== WHAT TO PRODUCE ==
Every line in the records below between the one holding "display:flex; align-items:center; gap:8px;" and the one holding "position:absolute; left:966px; top:16px;", inclusive, is to be set down exactly; all other lines are to be left out.

□ □ □ □ □

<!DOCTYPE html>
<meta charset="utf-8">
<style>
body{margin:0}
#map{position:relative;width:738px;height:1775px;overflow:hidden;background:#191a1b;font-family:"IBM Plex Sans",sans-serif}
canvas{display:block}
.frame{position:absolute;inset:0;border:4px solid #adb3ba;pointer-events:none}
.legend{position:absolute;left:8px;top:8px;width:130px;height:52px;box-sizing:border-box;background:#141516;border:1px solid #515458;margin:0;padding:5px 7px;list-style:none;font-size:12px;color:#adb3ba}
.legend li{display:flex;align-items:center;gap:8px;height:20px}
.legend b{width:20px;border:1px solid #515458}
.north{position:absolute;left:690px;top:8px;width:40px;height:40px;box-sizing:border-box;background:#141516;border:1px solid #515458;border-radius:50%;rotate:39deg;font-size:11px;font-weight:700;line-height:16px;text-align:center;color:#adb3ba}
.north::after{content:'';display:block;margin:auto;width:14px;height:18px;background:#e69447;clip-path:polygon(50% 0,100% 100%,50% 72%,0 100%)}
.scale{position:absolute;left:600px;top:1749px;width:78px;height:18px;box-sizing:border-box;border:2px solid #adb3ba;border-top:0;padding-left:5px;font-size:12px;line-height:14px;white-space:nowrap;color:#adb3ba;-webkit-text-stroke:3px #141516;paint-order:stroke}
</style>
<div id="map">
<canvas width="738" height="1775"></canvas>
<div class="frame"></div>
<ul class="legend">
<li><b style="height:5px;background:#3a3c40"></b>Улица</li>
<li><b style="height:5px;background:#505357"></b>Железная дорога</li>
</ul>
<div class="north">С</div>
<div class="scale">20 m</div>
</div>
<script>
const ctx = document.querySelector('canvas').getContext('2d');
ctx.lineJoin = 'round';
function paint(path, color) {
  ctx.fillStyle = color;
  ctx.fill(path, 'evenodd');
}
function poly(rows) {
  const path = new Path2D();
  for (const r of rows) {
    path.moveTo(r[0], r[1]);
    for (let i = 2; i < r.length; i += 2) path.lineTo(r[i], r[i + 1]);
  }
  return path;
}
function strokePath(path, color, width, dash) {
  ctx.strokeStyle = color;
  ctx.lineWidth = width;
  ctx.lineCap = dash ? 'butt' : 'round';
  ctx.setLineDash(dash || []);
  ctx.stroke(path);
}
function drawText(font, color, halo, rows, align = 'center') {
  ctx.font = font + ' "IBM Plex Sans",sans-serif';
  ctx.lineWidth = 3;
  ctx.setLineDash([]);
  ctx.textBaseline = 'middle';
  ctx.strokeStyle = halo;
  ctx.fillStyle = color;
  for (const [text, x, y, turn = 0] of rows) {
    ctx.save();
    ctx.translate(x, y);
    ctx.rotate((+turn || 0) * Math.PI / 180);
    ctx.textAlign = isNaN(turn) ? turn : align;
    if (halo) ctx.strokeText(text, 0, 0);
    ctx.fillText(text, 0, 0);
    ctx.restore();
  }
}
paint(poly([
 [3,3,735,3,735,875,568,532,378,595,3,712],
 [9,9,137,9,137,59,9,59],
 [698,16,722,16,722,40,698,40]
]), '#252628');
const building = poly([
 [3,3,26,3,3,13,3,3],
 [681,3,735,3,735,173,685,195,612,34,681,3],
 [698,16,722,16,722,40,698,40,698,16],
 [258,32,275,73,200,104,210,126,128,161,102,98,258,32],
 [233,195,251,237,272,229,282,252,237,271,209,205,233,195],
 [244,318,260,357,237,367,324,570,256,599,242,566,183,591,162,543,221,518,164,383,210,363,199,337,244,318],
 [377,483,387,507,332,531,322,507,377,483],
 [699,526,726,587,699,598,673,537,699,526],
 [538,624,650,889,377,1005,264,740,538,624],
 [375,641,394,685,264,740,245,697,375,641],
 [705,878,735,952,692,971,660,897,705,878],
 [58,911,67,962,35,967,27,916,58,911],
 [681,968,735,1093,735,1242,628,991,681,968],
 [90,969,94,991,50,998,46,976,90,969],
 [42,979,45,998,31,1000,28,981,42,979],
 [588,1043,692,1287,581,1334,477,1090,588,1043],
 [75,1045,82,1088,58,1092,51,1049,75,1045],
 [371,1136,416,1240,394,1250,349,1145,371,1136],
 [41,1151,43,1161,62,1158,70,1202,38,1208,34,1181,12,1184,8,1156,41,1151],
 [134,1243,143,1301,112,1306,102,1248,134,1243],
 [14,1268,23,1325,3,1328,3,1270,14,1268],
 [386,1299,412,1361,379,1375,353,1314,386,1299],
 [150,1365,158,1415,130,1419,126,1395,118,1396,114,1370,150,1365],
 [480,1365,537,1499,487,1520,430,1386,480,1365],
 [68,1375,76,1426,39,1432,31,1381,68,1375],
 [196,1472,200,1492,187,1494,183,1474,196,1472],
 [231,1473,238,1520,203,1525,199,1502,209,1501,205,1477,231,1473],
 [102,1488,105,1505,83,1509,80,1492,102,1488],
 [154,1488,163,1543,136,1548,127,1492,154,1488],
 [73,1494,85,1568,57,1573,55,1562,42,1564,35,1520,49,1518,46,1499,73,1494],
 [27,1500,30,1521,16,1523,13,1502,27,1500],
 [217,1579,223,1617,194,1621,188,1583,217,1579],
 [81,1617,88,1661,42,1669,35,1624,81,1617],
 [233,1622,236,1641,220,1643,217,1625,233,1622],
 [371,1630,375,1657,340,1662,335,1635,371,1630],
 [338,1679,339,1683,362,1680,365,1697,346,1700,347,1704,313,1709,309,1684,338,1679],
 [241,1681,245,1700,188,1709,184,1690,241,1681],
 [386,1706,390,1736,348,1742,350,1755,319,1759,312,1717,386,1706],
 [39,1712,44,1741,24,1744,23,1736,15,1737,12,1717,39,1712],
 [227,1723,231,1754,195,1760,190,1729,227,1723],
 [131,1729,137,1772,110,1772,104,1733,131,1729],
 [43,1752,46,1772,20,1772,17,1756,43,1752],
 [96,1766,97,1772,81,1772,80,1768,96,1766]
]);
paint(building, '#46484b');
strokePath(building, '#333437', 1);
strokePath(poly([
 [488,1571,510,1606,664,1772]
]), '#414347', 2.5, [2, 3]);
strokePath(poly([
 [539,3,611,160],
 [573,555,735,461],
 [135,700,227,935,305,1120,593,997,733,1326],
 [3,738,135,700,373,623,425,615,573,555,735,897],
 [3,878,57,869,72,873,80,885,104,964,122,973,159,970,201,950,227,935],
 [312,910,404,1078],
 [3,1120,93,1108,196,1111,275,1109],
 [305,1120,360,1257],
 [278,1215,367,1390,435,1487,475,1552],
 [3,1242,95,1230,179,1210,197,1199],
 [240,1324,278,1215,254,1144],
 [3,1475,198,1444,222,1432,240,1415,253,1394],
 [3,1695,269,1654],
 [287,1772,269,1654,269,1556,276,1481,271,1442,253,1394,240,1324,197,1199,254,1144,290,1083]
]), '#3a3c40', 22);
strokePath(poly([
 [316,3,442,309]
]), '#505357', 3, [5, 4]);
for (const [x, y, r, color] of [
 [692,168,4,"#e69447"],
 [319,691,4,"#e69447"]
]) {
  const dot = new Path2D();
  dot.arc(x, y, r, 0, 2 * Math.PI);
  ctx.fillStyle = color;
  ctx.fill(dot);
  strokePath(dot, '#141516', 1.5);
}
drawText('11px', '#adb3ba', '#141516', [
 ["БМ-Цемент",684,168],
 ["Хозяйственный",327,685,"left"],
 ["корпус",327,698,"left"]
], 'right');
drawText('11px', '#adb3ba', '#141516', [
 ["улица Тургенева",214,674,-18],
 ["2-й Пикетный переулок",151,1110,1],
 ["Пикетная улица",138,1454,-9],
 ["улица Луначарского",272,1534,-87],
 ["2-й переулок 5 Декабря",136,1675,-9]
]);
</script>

□ □ □ □ □

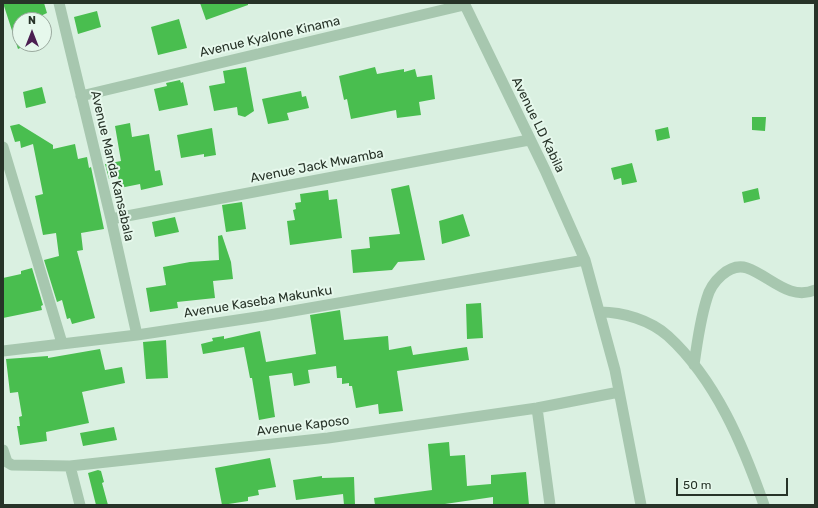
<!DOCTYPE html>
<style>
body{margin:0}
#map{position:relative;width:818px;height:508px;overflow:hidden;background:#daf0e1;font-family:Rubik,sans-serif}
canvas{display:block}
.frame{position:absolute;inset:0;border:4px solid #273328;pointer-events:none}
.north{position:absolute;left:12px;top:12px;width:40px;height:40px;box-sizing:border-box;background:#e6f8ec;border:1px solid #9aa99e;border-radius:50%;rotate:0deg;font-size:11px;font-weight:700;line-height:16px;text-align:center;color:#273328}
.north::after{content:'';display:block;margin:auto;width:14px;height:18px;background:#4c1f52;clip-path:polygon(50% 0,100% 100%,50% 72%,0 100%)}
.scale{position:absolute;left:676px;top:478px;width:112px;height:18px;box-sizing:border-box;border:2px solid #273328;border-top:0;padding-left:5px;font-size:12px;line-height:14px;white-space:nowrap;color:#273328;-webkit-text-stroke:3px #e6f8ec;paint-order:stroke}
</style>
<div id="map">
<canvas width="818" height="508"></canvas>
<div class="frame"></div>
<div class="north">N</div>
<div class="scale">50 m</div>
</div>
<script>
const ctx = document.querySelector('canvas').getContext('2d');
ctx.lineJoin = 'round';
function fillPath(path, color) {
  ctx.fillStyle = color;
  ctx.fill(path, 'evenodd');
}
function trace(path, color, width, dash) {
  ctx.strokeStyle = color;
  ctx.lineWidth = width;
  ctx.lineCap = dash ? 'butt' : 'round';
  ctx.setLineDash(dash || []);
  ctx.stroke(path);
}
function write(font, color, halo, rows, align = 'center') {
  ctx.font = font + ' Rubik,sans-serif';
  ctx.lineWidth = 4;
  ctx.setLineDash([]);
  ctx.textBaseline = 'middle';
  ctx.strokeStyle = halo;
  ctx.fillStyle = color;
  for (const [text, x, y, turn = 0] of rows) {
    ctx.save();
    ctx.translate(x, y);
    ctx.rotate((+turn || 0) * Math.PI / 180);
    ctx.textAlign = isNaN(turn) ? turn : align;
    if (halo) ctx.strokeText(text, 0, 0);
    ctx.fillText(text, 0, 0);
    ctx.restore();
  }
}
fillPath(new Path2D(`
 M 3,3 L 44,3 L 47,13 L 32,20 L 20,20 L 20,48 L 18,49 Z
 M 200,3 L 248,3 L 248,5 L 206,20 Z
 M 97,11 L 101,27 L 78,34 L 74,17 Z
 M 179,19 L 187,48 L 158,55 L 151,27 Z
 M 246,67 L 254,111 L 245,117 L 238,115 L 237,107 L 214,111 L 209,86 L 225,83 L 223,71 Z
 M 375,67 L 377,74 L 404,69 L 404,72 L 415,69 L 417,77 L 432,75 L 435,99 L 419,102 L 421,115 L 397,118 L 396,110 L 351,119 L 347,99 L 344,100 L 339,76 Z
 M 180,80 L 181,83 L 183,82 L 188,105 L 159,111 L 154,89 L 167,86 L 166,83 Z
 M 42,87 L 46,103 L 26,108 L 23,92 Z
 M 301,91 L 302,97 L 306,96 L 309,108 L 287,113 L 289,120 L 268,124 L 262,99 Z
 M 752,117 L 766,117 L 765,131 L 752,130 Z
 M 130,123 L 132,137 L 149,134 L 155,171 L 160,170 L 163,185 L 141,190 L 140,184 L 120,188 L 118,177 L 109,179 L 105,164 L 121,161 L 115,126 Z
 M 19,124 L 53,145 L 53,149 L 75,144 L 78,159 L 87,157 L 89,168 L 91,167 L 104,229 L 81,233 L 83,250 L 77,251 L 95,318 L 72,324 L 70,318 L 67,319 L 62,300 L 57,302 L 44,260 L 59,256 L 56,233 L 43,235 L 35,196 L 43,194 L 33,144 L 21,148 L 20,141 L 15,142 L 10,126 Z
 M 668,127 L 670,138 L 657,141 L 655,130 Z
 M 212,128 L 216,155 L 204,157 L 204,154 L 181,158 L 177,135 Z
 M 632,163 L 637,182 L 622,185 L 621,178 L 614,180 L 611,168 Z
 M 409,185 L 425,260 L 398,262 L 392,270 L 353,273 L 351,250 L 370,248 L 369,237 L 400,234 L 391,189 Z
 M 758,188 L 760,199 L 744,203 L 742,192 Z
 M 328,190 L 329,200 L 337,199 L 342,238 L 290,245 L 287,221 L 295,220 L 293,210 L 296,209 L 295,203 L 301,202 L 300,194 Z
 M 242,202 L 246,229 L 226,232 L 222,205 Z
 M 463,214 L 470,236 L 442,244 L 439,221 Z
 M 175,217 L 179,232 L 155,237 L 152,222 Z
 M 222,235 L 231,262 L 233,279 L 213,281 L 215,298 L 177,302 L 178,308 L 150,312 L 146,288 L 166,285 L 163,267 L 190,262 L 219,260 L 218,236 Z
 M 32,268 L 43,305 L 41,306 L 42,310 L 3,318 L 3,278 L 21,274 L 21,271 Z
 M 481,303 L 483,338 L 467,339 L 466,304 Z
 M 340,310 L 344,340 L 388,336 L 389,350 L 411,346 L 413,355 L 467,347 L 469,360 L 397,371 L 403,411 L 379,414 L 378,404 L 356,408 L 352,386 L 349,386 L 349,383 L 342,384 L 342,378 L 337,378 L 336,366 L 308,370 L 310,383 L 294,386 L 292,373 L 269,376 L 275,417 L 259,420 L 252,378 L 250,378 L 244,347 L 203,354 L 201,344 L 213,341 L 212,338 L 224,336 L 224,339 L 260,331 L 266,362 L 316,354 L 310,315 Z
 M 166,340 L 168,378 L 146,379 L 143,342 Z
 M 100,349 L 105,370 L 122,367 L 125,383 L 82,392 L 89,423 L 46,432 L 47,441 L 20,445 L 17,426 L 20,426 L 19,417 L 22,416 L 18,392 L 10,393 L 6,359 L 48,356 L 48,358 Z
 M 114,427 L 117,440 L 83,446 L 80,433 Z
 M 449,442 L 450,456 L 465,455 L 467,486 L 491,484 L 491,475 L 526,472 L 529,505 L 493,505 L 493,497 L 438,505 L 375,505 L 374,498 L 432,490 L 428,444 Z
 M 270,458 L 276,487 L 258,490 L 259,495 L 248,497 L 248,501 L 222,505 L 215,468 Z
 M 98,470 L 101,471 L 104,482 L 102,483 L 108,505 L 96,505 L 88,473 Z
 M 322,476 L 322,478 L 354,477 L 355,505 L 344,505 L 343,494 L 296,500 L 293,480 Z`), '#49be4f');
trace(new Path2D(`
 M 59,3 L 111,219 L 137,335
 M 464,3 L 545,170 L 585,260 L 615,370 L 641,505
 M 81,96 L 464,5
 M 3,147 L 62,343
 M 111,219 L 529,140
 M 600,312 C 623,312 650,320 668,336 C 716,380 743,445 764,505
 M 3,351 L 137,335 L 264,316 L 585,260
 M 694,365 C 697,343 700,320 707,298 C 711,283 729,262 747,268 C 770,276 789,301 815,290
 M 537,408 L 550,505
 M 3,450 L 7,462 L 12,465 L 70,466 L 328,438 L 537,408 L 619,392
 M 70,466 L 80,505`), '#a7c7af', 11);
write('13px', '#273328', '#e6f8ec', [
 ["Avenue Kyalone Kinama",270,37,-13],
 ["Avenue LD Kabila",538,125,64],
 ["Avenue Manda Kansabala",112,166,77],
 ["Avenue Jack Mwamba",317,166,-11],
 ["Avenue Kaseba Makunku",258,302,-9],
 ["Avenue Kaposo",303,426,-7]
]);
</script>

□ □ □ □ □

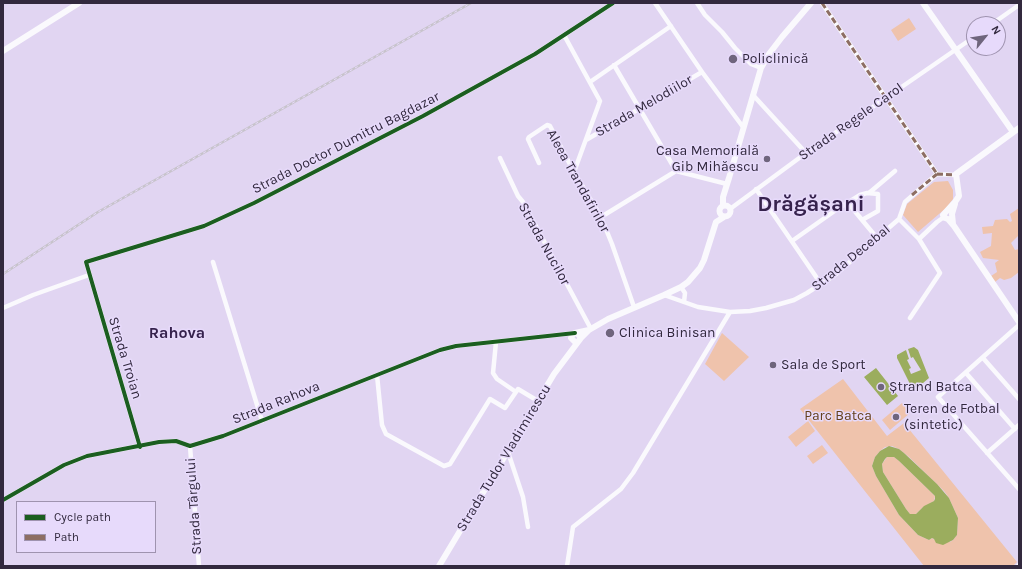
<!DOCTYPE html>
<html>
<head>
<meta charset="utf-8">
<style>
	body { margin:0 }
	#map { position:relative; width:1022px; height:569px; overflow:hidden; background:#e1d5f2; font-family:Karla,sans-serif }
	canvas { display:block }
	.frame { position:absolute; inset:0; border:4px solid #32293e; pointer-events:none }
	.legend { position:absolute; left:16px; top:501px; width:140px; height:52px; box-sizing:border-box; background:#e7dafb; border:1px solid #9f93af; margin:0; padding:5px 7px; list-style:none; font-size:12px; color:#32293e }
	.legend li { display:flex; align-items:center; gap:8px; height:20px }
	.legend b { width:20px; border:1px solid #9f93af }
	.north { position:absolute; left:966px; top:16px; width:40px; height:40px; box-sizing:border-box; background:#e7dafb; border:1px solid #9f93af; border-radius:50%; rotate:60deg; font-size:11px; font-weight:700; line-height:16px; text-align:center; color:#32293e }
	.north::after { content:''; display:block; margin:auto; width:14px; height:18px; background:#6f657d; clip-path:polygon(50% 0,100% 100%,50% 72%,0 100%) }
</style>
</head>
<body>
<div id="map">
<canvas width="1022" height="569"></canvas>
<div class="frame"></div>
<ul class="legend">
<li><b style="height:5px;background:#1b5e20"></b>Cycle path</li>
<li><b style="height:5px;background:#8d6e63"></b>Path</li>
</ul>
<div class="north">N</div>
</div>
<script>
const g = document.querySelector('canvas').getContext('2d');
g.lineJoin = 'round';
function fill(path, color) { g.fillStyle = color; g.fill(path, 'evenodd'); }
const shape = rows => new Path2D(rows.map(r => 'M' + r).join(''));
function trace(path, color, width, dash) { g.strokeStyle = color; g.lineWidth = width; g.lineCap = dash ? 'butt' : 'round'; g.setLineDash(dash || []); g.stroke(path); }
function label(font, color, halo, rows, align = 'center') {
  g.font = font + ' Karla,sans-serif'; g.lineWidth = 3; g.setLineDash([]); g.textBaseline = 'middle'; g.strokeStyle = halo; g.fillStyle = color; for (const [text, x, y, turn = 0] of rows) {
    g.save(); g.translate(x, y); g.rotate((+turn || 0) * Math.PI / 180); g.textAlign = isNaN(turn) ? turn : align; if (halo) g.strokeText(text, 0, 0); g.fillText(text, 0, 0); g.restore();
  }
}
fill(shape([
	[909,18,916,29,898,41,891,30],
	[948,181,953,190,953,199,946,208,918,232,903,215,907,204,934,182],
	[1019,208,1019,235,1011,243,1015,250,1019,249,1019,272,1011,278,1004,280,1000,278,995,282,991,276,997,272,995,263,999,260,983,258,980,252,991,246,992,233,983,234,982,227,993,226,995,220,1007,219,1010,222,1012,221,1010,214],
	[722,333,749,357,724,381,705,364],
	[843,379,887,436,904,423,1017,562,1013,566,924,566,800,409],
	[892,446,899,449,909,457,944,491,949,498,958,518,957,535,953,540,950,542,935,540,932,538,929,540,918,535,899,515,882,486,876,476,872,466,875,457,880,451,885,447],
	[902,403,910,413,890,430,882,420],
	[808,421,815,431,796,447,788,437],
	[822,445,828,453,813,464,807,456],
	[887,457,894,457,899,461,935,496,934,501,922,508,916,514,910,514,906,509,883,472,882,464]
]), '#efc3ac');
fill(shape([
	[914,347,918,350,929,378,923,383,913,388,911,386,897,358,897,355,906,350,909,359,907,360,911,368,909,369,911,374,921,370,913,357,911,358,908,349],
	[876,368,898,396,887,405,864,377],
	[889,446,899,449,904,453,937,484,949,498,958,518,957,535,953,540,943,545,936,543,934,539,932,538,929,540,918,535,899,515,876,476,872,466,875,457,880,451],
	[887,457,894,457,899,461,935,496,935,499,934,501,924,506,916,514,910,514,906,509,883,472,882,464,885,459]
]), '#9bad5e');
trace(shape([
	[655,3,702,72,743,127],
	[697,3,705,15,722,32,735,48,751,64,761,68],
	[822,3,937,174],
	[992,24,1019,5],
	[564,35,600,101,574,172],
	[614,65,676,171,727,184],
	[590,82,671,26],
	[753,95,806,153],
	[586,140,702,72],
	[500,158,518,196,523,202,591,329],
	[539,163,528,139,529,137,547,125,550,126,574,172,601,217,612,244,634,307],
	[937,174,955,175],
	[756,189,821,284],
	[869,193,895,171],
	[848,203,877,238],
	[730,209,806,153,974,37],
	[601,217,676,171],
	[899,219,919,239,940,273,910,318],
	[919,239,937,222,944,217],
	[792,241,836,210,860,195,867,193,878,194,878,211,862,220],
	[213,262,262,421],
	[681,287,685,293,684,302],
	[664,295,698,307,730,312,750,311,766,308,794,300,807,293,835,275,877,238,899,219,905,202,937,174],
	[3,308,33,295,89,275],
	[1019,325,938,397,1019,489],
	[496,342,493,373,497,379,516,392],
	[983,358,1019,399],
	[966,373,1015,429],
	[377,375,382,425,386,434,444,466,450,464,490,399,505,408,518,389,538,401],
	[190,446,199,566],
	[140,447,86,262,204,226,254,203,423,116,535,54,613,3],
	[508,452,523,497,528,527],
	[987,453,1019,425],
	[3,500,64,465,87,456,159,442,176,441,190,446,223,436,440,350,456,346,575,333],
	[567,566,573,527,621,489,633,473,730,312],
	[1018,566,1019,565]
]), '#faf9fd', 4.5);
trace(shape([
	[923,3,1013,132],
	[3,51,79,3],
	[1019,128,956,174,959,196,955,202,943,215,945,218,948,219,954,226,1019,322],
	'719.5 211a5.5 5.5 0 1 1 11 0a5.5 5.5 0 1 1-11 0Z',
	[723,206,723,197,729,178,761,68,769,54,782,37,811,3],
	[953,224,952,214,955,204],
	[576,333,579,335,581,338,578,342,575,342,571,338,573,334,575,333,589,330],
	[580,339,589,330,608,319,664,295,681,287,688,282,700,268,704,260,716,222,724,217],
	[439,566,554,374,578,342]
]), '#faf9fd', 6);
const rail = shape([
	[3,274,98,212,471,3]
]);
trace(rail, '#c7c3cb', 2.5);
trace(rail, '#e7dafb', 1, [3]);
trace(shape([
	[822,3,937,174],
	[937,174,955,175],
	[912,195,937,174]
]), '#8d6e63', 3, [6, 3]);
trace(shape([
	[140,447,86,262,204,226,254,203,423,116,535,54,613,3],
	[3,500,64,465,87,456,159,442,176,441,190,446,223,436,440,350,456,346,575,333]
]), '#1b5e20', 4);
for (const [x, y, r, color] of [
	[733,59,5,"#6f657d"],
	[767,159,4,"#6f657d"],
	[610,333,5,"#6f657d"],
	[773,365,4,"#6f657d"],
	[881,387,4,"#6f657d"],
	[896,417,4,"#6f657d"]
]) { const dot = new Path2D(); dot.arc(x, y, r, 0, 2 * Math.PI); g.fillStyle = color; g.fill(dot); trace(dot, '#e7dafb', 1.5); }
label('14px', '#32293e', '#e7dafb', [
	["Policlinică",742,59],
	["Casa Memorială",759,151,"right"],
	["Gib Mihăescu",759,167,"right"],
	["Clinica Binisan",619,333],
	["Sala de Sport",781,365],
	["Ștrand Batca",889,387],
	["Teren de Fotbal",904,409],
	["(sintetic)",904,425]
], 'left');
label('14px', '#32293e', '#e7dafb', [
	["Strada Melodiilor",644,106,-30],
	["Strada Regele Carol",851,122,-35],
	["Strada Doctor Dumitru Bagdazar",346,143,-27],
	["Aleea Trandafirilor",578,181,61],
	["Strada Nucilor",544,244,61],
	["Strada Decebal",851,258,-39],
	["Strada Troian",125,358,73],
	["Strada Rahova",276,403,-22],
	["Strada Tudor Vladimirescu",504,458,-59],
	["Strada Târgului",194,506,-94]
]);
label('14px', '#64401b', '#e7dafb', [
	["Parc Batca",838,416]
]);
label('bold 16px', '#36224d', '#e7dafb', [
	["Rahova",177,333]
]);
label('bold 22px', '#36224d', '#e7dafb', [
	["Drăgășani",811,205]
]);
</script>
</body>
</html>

□ □ □ □ □

== RESPONSE TO THE TASK ==
	.legend li { display:flex; align-items:center; gap:8px; height:20px }
	.legend b { width:20px; border:1px solid #9f93af }
	.north { position:absolute; left:966px; top:16px; width:40px; height:40px; box-sizing:border-box; background:#e7dafb; border:1px solid #9f93af; border-radius:50%; rotate:60deg; font-size:11px; font-weight:700; line-height:16px; text-align:center; color:#32293e }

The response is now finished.